Perform some sanity bound-checking on range lengths.

Description

The assertion in the test case checks if the result is_ok(). However, a failed verification will still return an ok result.

Recommendation

Check whether the value inside of the first ok result is ok to determine whether verification succeeded or failed.

Description

Implementation of DigestAlgorithm for FixedLenPoseidon2Hash assumes INPUT_SIZE >= 2 and indexes into array without checking bounds.

Recommendation

Include bounds check.

Description

Implementation of Merkle tree verification assumes proof vectors include witness of appropriate arity and indexes into array without checking bounds.

Recommendation

Include bounds check.

Description

The shares vector is indexed without checking if it is empty.

Recommendation

Include bounds check.

Description

The shares vector is indexed without checking if it is of appropriate length.

Recommendation

Include bounds check.

Description

During message signing, the public verification key is generated from the signing key. This is done because a subcall to KeyPair::sign is made in which the API requires a KeyPair including both a signing key and verification key.
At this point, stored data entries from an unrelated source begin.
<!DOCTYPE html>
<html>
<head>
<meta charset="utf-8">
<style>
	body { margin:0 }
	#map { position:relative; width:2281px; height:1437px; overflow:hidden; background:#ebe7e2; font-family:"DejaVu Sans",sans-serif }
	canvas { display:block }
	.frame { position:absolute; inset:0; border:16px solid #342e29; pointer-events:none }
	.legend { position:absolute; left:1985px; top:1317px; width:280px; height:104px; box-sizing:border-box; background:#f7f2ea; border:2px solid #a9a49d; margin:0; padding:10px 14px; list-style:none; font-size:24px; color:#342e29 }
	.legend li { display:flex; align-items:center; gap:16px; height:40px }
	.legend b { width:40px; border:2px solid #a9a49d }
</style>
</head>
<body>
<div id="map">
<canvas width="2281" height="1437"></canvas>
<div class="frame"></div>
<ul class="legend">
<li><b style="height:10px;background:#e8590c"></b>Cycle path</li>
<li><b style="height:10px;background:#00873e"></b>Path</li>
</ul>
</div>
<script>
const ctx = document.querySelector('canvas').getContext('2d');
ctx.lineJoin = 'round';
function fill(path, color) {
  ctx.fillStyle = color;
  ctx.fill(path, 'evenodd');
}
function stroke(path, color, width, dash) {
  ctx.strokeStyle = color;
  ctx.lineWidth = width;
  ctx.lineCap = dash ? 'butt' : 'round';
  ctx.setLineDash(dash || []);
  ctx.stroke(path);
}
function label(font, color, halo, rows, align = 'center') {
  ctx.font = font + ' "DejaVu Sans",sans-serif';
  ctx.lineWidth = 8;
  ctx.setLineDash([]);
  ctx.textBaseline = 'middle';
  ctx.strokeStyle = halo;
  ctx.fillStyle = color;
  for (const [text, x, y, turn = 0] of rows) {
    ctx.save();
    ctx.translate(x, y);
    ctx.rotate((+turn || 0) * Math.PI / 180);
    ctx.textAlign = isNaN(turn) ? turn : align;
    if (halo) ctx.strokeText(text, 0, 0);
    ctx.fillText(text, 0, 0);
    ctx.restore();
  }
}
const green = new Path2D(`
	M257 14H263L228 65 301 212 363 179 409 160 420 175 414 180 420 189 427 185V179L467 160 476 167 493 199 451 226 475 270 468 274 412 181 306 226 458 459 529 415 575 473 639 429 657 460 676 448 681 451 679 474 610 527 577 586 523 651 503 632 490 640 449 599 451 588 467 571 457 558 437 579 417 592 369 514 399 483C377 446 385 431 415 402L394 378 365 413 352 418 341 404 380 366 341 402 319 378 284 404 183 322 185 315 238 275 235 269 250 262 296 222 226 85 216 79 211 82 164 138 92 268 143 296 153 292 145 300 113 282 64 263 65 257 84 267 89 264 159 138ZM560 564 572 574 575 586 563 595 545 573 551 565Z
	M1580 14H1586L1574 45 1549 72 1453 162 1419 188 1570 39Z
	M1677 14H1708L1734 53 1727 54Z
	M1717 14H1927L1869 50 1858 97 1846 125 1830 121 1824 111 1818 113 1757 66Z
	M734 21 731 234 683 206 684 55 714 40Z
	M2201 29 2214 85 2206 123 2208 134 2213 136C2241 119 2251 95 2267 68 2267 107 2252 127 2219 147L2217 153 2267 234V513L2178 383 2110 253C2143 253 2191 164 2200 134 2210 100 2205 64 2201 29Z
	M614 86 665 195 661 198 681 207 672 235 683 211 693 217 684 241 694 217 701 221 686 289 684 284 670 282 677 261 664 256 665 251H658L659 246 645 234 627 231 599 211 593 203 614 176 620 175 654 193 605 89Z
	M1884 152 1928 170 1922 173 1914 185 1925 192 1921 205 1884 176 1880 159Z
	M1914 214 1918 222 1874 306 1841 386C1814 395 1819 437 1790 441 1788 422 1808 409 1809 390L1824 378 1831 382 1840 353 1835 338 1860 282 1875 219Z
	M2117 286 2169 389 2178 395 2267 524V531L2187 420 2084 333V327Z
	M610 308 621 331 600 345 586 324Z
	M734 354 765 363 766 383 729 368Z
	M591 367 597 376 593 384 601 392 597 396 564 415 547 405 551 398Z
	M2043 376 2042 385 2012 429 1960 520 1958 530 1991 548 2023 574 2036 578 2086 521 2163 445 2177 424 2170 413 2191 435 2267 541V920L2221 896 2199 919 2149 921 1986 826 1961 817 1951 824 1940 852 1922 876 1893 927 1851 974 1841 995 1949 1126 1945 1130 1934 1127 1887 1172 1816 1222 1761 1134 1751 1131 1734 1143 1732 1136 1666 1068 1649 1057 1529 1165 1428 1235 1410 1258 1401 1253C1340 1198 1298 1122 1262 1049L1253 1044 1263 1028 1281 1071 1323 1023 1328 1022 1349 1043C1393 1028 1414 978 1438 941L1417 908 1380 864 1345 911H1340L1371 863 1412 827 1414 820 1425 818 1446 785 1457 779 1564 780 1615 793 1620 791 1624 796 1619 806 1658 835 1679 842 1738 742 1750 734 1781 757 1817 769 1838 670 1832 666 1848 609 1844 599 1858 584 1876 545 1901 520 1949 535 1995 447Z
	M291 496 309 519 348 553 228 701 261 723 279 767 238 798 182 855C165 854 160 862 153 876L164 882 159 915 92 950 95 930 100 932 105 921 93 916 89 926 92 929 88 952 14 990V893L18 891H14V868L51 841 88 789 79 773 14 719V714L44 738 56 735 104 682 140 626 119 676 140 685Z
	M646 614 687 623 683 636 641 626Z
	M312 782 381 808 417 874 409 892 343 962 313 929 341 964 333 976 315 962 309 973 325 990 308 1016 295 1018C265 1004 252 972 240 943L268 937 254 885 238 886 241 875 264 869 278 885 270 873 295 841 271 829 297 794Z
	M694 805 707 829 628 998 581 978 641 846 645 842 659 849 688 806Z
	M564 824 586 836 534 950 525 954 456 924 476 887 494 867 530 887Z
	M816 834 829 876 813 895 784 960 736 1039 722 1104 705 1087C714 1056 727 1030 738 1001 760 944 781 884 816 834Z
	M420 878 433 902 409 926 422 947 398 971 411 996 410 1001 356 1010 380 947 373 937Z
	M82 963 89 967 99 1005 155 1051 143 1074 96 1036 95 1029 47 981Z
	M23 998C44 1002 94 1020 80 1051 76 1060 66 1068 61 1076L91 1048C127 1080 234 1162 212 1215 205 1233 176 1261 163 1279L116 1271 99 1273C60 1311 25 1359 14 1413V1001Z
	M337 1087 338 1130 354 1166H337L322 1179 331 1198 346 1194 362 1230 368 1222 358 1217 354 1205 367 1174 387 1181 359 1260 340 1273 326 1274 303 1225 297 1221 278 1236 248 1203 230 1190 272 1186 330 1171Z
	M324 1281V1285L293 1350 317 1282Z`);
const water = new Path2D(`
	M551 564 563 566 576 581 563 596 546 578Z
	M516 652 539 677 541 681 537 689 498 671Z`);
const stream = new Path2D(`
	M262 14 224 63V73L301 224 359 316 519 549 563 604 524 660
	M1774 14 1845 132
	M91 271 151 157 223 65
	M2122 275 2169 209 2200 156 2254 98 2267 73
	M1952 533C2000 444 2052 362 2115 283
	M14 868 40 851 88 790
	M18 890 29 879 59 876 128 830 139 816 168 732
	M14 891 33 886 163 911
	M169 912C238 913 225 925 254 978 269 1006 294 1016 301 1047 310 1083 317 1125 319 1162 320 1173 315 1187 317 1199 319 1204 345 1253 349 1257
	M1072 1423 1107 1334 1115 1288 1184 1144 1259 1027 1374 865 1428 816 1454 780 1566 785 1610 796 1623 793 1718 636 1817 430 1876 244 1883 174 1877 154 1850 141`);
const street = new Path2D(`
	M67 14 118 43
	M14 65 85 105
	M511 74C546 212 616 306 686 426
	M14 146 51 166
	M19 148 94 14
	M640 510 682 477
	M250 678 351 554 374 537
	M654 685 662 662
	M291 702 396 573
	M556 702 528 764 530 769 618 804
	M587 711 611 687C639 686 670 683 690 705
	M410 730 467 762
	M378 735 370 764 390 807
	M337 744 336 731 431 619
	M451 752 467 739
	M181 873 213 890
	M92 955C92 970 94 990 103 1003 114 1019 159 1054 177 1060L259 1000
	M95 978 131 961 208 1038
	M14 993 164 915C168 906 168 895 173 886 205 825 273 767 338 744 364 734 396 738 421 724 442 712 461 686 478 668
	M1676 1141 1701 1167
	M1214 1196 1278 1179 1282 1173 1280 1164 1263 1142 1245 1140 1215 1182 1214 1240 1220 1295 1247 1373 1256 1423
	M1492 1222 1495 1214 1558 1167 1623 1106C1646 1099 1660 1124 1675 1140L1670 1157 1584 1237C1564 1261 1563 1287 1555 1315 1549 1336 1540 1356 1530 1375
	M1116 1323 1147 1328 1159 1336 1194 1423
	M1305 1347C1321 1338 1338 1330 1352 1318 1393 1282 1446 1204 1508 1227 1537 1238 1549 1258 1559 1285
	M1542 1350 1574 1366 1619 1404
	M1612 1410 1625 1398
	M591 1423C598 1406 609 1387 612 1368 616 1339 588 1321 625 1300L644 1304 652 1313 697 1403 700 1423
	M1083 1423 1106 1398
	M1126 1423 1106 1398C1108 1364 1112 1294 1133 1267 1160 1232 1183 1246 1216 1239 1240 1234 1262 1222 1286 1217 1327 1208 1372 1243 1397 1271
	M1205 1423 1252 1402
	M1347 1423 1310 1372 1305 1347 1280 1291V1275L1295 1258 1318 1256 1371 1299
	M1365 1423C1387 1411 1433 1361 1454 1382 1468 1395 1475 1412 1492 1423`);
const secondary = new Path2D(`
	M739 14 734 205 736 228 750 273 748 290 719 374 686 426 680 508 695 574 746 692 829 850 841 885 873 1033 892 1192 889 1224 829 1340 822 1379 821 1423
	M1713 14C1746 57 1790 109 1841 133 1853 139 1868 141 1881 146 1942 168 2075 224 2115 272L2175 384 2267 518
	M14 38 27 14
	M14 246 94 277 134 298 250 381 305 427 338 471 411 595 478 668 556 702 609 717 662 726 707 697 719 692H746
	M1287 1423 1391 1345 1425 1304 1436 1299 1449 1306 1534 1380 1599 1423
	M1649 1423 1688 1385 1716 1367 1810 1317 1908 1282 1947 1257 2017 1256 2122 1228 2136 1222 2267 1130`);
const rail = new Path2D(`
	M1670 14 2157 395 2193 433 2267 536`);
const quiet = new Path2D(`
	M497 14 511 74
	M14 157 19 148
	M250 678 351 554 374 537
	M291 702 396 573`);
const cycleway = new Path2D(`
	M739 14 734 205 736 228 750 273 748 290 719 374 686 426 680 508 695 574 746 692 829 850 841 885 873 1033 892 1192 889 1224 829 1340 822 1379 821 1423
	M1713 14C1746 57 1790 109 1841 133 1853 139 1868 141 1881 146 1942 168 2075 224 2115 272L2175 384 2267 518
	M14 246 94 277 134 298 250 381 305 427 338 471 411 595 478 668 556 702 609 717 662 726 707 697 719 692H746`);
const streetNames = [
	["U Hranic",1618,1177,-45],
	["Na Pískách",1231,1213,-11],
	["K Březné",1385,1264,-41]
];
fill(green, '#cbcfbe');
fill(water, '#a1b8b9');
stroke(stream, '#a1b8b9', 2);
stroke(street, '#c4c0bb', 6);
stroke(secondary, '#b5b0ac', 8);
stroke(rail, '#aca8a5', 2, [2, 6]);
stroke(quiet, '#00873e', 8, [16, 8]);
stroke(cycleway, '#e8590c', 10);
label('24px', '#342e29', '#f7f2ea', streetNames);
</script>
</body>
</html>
The actual signing logic only requires the signing key; generation of the verification key is unneeded.

Recommendation

There are two API changes that can be made to avoid this extra cost:

• (Option 1) Adapt KeyPair::sign to instead operate as SignKey::sign
• (Option 2) Change SigningKey to be KeyPair

Description

Merkle lookup proofs for a consecutive range of leaves can be made more efficient than simply providing a separate Merkle path for each leaf in the range. Intuitively, the first set of nodes in the Merkle paths for consecutive leaves are redundant and can be omitted as they can be computed from the leaves themselves.

Recommendation

Switch to batch lookup proofs for contiguous ranges.